People were bit by it.
But they were healed.

But sin remained.

When Jesus is on the cross and close to death He says,

After this, when Jesus knew that all was now finished, he said (in order to fulfill the scripture), ‘I am thirsty.’ A jar full of sour wine was standing there. So they put a sponge full of the wine on a branch of hyssop and held it to his mouth. When Jesus had received the wine, he said, ‘It is finished.’
Then he bowed his head and gave up his spirit.

John 19:28-30

The significant phrase comes when Jesus says, “It is finished.”
In the Greek, the verb is in the perfect tense.
It implies a present action with a permanent impact.

To net this out,
The death of Jesus on the cross would not only take care of sin at the moment He died, but also for eternity past and future.

Sacrifices would never be necessary to repair the breach in relationship with God for us.

And, more importantly,
sin would not hold dominion over us.

That’s a pretty big deal.

For hundreds and hundreds of years,
Sacrifices were made on behalf of God’s people to keep the consequences of their sin at bay.

It was an appeasement,
but not a solution.

Jesus would be the solution.

To deal with the impact of sin,
So that our relationship to our Creator could be restored.
And, so that we can navigate this life with confidence.

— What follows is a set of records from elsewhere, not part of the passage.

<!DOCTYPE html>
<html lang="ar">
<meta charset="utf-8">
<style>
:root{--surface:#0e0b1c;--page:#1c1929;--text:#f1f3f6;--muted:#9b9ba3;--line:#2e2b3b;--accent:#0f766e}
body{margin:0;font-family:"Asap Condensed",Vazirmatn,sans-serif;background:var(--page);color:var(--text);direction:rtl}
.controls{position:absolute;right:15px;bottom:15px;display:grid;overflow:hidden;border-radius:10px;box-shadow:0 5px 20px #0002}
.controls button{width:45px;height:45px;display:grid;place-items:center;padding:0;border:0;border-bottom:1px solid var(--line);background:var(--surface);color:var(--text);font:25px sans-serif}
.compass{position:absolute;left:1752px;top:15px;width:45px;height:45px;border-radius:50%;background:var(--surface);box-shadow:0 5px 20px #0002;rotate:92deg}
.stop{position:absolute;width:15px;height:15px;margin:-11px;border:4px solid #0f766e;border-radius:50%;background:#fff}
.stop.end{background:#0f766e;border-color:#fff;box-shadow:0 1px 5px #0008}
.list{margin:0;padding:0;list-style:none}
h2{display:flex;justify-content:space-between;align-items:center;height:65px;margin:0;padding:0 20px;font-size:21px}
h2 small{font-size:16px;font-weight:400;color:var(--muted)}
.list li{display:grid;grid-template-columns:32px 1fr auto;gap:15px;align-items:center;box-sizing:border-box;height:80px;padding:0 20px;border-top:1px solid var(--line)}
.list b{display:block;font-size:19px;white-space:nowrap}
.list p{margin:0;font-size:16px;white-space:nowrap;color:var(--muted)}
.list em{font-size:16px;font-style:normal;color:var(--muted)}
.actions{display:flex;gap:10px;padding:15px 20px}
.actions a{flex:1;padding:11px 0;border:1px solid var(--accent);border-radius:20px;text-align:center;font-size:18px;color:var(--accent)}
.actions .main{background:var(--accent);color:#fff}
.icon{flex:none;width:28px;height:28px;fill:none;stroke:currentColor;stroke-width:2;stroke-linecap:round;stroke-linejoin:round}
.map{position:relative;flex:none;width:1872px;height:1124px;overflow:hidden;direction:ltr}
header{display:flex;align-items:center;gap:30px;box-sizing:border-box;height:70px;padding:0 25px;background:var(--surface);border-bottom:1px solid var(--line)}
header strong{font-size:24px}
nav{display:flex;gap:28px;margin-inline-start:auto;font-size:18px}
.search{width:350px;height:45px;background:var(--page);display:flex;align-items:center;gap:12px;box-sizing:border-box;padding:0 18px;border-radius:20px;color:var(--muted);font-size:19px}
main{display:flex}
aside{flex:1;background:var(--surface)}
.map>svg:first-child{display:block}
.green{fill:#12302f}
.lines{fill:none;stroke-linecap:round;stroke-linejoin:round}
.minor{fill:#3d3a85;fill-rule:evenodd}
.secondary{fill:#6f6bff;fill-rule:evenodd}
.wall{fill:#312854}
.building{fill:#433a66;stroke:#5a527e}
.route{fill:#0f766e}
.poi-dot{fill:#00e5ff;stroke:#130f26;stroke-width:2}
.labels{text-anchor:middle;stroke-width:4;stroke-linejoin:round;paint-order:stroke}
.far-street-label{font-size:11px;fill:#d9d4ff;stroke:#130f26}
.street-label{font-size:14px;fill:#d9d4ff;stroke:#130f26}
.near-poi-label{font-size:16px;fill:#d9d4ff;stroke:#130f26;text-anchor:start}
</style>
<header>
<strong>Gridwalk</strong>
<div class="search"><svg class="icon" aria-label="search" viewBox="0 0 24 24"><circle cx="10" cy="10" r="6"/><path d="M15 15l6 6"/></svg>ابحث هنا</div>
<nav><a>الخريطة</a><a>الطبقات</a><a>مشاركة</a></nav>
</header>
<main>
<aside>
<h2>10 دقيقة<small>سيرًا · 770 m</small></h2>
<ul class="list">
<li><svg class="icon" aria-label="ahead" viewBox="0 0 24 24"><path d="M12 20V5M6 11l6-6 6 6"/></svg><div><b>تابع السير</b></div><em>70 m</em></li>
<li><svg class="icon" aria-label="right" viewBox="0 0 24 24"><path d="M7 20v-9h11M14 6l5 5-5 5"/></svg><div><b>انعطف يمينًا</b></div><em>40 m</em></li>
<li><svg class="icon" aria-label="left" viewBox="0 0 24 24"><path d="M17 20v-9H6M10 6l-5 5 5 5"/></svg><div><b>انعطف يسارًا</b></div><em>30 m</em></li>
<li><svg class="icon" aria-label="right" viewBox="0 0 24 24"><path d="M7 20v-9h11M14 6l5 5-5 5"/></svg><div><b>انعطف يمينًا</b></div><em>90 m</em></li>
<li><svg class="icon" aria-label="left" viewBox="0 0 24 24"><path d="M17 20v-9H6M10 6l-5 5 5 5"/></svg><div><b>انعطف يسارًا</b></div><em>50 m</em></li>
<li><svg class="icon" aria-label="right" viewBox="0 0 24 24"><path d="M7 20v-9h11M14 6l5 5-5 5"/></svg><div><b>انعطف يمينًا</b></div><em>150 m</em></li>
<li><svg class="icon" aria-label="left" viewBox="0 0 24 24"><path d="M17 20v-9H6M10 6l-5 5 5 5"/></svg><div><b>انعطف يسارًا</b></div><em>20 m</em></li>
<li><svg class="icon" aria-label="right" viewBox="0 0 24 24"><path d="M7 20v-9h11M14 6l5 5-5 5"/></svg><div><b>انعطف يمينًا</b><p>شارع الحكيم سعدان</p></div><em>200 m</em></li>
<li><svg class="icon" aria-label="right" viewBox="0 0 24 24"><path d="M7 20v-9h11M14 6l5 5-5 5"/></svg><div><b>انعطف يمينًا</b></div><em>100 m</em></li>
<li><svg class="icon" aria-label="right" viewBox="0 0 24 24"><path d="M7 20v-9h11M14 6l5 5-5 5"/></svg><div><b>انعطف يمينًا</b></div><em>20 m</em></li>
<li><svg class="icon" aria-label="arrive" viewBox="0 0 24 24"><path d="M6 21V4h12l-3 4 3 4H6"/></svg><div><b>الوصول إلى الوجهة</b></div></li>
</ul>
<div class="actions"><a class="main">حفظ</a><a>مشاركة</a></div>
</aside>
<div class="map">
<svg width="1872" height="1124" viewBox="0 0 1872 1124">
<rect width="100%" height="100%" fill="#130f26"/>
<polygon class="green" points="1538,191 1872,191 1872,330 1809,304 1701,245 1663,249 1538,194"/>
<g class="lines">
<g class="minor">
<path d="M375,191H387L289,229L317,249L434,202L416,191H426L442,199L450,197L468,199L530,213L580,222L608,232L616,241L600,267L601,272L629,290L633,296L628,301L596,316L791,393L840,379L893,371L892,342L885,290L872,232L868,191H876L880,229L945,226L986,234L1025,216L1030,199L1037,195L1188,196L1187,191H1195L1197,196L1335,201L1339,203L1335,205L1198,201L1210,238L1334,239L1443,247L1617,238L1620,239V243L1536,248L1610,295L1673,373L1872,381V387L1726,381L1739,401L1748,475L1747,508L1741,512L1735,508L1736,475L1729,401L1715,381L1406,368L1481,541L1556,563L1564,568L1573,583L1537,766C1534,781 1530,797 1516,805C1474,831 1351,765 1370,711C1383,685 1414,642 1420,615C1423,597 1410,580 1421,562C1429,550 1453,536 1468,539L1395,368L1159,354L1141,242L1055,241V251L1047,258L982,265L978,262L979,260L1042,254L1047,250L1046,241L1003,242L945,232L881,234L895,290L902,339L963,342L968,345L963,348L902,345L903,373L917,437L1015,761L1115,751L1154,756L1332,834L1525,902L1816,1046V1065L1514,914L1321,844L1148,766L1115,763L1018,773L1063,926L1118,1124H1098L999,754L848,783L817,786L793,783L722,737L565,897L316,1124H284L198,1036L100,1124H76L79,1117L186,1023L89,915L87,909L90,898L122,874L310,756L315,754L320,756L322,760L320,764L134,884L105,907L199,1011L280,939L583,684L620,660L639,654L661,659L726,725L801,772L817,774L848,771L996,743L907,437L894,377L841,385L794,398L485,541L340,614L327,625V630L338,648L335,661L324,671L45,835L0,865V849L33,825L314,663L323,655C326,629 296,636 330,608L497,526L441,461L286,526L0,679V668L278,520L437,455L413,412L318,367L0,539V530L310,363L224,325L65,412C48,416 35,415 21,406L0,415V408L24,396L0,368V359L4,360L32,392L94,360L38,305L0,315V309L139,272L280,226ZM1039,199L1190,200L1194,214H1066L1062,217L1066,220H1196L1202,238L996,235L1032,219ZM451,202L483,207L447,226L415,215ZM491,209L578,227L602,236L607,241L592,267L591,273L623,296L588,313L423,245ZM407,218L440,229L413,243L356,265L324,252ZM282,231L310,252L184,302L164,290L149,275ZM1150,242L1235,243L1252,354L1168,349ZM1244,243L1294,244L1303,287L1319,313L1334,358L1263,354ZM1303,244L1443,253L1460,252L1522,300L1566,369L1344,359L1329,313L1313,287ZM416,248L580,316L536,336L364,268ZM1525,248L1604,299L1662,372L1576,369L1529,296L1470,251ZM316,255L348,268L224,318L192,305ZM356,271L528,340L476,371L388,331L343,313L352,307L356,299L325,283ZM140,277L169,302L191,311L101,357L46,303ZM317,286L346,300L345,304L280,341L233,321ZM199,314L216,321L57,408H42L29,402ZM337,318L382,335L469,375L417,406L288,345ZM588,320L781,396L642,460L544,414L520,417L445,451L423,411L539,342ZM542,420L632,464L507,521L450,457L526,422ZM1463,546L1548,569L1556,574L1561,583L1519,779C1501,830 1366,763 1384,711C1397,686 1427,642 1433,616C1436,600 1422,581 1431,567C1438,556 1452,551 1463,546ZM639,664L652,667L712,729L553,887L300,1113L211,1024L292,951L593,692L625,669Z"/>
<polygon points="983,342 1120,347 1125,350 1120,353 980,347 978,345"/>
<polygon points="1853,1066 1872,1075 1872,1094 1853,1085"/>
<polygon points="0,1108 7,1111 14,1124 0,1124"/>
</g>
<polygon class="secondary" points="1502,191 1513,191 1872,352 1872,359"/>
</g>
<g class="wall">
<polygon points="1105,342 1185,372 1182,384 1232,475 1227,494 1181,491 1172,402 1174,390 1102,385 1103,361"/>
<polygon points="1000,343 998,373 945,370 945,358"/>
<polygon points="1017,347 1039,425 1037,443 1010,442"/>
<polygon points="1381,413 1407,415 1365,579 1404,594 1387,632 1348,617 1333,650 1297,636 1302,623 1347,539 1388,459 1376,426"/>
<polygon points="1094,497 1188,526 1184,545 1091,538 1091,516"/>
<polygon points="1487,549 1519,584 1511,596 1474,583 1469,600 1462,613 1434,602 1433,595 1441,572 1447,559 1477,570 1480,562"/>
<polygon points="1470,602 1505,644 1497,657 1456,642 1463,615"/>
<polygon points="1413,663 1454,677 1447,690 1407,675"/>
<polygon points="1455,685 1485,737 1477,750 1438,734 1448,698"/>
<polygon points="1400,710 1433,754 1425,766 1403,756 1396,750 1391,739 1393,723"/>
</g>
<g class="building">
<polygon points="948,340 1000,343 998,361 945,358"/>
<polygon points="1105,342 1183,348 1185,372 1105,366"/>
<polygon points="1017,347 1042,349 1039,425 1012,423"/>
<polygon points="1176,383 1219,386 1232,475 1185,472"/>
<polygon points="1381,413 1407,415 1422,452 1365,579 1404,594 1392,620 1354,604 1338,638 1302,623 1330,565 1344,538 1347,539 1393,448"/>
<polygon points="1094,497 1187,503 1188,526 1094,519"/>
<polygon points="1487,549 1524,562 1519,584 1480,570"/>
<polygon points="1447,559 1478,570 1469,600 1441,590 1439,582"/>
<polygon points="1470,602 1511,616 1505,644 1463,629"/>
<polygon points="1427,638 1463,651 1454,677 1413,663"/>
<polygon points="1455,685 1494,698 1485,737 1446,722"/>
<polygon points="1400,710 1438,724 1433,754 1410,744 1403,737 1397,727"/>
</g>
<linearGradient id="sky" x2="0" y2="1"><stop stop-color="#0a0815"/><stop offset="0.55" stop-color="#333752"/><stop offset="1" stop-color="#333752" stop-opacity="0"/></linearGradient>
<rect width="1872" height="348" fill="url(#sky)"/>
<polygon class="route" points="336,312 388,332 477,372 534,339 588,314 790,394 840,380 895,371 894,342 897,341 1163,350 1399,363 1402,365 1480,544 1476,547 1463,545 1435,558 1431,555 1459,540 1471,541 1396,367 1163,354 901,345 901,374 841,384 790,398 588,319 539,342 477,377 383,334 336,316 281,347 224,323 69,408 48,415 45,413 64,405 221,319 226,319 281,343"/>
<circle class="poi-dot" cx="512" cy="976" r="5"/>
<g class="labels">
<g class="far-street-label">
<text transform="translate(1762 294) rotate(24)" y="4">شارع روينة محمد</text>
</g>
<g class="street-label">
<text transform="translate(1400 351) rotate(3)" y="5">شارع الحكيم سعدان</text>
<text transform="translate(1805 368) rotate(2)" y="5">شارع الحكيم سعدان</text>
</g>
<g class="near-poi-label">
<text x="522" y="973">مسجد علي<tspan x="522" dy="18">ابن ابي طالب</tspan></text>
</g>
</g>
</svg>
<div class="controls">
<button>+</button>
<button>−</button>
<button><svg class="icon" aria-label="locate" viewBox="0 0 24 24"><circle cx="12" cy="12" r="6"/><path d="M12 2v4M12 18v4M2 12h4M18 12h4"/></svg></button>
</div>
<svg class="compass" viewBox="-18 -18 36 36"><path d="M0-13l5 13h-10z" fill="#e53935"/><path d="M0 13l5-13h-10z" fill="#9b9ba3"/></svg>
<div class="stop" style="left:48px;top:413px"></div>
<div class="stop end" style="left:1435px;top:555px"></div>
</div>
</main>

The impact of the death of Jesus on the cross
Gives us grace is this life when we fall short.
It gives us hope to keep pushing forward in faith.

God’s love, in Jesus, will never fail us.

For I am convinced that neither death, nor life, nor angels, nor rulers, nor things present, nor things to come, nor powers, nor height, nor depth, nor anything else in all creation, will be able to separate us from the love of God in Christ Jesus our Lord.”